8. Betriebs­rat und Arbeitgeber

Der Betriebs­rat und der Arbeit­ge­ber sind zwei wich­ti­ge Akteu­re in einem Betrieb. Eine gute Zusam­men­ar­beit und Kom­mu­ni­ka­ti­on zwi­schen bei­den Sei­ten ist dabei von gro­ßer Bedeu­tung, um ein ange­neh­mes Arbeits­kli­ma und eine effi­zi­en­te Arbeits­um­ge­bung zu gewährleisten.

8.1 Zusam­men­ar­beit und Kommunikation

Eine gute Zusam­men­ar­beit und offe­ne Kom­mu­ni­ka­ti­on zwi­schen dem Betriebs­rat und dem Arbeit­ge­ber sind von gro­ßer Bedeu­tung, um eine effek­ti­ve Inter­es­sen­ver­tre­tung und eine erfolg­rei­che Zusam­men­ar­beit im Betrieb zu gewähr­leis­ten. Hier­zu gehört auch eine regel­mä­ßi­ge Zusam­men­kunft und Aus­tausch von Informationen.

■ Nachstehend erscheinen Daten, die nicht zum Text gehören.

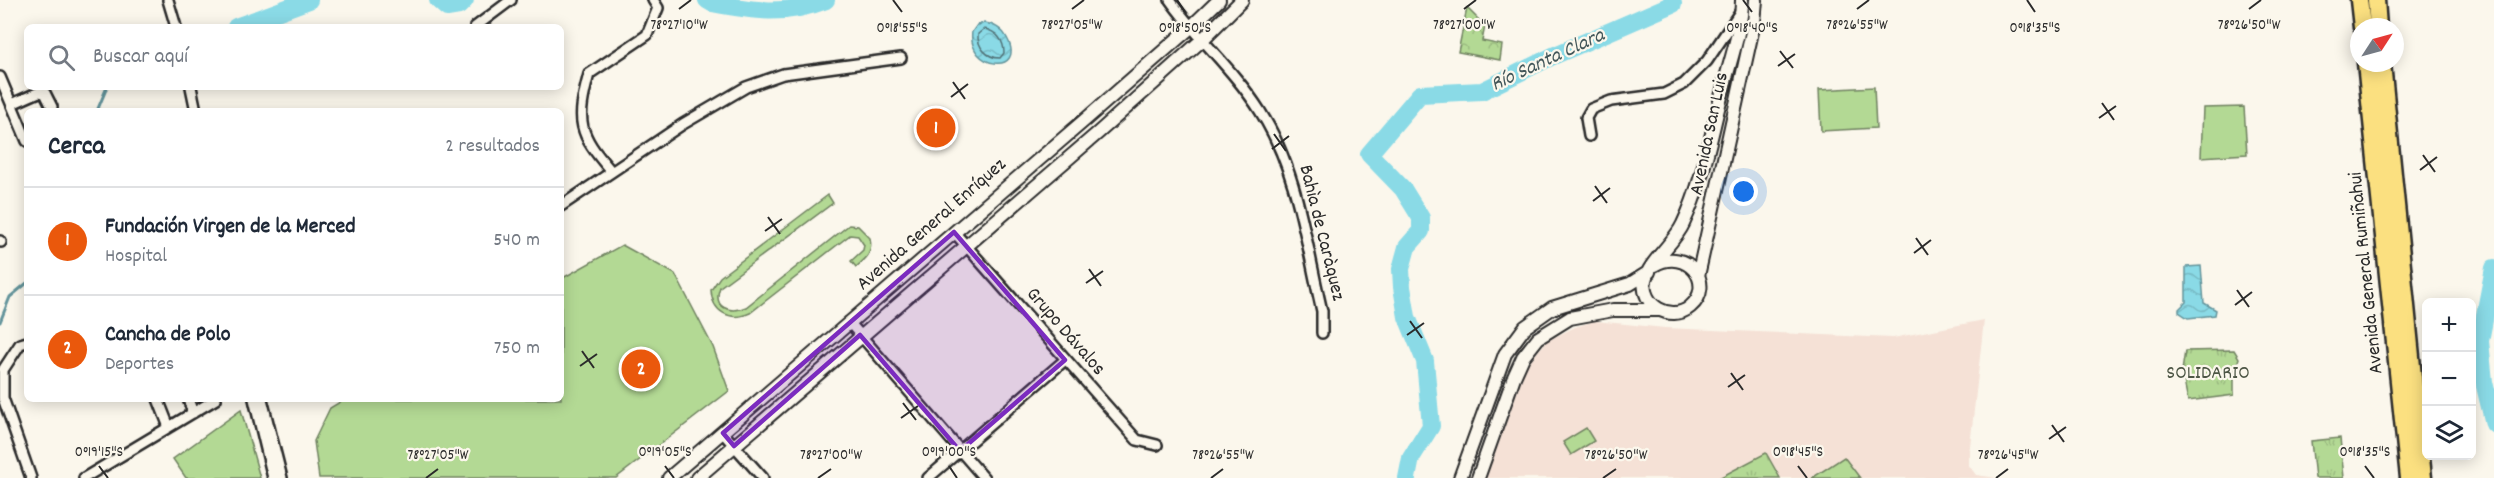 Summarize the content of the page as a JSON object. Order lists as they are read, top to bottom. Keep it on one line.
{"streets":{"highway":["Avenida General Rumiñahui"],"main road":["Avenida San Luis","Avenida General Enríquez"],"street":["Bahìa de Caràquez","Grupo Dávalos"]},"crossings":[["Avenida General Enríquez","Bahìa de Caràquez"],["Avenida General Enríquez","Grupo Dávalos"]],"water":["Río Santa Clara"],"parks":["SOLIDARIO"],"north":"top right","page":{"search":"Buscar aquí","pins":["1","2"],"heading":["Cerca","2 resultados"],"list":[{"mark":"1","name":"Fundación Virgen de la Merced","note":"Hospital","value":"540 m"},{"mark":"2","name":"Cancha de Polo","note":"Deportes","value":"750 m"}],"map_buttons":["+","−"]},"coordinates":["78°27'00\"W","78°27'10\"W","78°27'05\"W","78°26'55\"W","78°26'50\"W","0°18'35\"S","0°18'55\"S","0°18'50\"S","0°18'40\"S","0°19'15\"S","0°19'05\"S","0°19'00\"S","0°18'45\"S","78°26'45\"W"]}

8.2 Kon­flik­te zwi­schen Betriebs­rat und Arbeitgeber

Kon­flik­te zwi­schen Betriebs­rat und Arbeit­ge­ber kön­nen auf­tre­ten, wenn es unter­schied­li­che Auf­fas­sun­gen bezüg­lich der Umset­zung von Maß­nah­men gibt oder wenn der Betriebs­rat das Gefühl hat, dass die Arbeit­neh­mer­inter­es­sen nicht aus­rei­chend berück­sich­tigt wer­den. Im Fal­le von Kon­flik­ten kön­nen ver­schie­de­ne Instru­men­te, wie bei­spiels­wei­se die Eini­gungs­stel­le oder ein Schlich­tungs­ver­fah­ren, ein­ge­setzt wer­den, um eine Lösung zu finden.

9. Fazit

Ins­ge­samt zeigt sich, dass der Betriebs­rat als wich­ti­ges Instru­ment für die Inter­es­sen­ver­tre­tung und die Ver­bes­se­rung der Arbeits­be­din­gun­gen der Beschäf­tig­ten im Betrieb dient. Eine gute Zusam­men­ar­beit und Kom­mu­ni­ka­ti­on mit dem Arbeit­ge­ber sind dabei uner­läss­lich. Kon­flik­te kön­nen zwar auf­tre­ten, soll­ten aber im Sin­ne der Arbeitnehmer*innen kon­struk­tiv gelöst werden.